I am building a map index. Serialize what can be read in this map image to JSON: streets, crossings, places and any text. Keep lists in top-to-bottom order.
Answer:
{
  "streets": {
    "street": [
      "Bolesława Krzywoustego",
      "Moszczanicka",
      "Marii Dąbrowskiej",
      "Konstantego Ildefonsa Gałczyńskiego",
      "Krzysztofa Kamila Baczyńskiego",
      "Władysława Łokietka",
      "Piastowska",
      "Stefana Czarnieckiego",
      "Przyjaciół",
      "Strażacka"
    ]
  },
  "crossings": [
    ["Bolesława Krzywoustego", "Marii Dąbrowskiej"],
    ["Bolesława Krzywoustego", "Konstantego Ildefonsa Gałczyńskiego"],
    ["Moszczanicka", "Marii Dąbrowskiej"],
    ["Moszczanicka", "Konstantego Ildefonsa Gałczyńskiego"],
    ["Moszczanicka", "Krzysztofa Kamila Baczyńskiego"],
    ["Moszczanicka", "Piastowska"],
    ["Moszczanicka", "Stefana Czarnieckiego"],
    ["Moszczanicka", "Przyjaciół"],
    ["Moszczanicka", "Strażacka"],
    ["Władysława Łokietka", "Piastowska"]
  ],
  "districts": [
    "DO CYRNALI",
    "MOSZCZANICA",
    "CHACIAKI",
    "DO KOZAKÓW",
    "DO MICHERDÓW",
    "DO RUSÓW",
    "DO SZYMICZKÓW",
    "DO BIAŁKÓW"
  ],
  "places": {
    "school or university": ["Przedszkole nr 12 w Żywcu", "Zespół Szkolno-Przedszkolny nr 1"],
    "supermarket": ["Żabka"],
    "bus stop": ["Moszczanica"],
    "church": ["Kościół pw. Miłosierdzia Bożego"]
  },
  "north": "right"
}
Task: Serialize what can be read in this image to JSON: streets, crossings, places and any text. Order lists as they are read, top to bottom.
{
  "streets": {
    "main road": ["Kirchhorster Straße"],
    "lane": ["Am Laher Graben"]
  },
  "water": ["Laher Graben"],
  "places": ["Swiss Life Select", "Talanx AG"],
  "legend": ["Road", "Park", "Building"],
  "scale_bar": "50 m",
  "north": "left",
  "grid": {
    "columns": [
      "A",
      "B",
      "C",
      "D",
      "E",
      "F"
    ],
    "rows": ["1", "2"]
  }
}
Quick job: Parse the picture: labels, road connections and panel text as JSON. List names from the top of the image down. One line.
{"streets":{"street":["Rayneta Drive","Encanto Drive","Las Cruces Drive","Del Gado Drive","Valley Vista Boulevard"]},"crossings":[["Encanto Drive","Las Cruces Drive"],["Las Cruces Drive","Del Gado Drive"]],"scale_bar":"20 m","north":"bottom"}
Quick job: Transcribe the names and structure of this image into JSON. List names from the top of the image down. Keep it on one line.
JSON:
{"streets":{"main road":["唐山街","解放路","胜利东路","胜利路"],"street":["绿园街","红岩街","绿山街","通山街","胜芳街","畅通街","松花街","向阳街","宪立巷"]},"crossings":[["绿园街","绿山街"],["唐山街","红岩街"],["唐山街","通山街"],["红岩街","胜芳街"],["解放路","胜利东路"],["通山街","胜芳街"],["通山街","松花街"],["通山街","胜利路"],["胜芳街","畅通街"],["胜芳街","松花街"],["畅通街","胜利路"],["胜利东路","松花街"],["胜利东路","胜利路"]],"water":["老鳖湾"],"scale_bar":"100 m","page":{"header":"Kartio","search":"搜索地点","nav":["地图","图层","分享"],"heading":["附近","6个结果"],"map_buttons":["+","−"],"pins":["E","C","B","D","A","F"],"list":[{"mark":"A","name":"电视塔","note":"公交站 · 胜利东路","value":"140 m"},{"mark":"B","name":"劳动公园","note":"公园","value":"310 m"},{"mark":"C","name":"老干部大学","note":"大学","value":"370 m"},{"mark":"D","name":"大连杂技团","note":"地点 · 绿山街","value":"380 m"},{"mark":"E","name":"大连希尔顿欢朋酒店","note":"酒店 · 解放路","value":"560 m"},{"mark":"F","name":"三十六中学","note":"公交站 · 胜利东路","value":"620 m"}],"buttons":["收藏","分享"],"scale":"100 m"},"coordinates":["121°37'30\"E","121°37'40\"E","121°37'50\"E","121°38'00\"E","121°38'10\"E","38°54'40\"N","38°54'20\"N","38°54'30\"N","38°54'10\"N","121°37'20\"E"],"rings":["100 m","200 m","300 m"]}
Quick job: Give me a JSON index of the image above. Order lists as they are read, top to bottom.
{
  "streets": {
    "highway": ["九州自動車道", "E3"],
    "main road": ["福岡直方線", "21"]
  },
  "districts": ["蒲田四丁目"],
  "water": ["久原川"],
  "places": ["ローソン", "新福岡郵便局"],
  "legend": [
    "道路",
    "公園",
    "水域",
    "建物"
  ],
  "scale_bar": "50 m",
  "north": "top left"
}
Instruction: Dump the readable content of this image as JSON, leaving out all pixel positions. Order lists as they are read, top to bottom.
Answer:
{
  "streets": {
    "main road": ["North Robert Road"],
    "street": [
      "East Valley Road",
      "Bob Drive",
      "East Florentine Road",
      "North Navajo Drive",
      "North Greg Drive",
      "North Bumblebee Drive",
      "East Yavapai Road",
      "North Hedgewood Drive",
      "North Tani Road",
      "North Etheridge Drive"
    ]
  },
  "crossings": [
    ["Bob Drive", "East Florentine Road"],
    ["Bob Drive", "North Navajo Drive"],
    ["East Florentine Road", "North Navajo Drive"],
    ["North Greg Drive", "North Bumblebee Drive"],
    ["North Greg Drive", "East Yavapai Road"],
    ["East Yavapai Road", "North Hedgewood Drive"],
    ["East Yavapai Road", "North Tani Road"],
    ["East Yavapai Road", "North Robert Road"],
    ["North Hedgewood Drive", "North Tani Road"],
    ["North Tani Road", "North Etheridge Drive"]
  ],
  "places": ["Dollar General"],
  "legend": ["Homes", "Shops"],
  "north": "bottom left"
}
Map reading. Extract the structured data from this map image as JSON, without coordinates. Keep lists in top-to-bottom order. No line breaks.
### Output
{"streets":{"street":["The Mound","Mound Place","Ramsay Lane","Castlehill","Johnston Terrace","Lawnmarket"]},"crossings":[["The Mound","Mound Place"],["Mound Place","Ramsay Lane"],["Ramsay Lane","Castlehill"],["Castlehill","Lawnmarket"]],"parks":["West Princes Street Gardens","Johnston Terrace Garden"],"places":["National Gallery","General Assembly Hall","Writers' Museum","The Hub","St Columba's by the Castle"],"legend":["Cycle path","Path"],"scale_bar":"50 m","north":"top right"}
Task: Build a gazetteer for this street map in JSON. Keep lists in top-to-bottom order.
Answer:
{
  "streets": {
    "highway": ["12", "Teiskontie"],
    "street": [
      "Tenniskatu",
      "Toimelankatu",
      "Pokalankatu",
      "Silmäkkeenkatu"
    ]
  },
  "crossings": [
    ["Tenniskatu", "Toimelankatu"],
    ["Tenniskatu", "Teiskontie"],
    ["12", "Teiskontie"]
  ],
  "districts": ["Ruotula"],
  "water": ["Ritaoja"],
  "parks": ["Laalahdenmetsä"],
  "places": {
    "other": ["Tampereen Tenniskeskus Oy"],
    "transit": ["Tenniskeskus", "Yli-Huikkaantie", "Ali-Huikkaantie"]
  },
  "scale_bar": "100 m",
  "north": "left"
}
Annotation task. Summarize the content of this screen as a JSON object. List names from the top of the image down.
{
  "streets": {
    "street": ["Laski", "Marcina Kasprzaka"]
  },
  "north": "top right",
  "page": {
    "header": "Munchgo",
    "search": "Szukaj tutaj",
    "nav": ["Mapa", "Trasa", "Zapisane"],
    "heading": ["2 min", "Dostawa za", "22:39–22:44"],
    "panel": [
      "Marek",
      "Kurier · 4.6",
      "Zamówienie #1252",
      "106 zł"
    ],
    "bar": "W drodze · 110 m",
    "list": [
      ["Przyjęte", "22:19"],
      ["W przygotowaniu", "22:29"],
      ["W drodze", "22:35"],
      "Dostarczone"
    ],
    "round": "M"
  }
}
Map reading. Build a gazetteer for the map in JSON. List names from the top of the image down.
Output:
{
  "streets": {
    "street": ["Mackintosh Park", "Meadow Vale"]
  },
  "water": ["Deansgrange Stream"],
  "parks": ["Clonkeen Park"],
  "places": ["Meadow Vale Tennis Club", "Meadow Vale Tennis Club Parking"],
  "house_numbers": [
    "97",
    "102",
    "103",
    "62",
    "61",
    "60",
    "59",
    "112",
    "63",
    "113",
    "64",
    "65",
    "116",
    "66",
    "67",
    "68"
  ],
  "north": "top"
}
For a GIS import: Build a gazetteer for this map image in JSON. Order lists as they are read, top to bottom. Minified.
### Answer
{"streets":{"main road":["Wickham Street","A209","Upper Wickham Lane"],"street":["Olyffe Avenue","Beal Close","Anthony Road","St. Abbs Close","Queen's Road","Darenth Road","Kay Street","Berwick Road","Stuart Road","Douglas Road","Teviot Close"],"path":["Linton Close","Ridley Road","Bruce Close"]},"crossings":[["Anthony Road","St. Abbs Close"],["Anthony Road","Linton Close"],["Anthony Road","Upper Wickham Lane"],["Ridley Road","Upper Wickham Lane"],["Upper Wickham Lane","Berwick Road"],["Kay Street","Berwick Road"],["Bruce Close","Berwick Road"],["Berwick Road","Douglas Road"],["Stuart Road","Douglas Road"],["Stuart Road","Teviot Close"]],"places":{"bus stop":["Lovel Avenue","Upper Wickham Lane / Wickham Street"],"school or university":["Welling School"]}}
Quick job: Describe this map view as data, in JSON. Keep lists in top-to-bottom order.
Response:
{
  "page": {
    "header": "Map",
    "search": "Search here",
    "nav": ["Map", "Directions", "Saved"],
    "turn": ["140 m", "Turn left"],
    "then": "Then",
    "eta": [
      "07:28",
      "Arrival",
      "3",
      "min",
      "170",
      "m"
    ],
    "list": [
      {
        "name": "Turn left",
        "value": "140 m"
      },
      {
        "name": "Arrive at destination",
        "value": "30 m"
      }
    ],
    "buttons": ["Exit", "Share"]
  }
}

### [EXERCISE]
Which lines of the data include "gazetteer"? Copy each of them.

### [REPLY TO THE TASK]
Task: Build a gazetteer for this street map in JSON. Keep lists in top-to-bottom order.
Map reading. Build a gazetteer for the map in JSON. List names from the top of the image down.
For a GIS import: Build a gazetteer for this map image in JSON. Order lists as they are read, top to bottom. Minified.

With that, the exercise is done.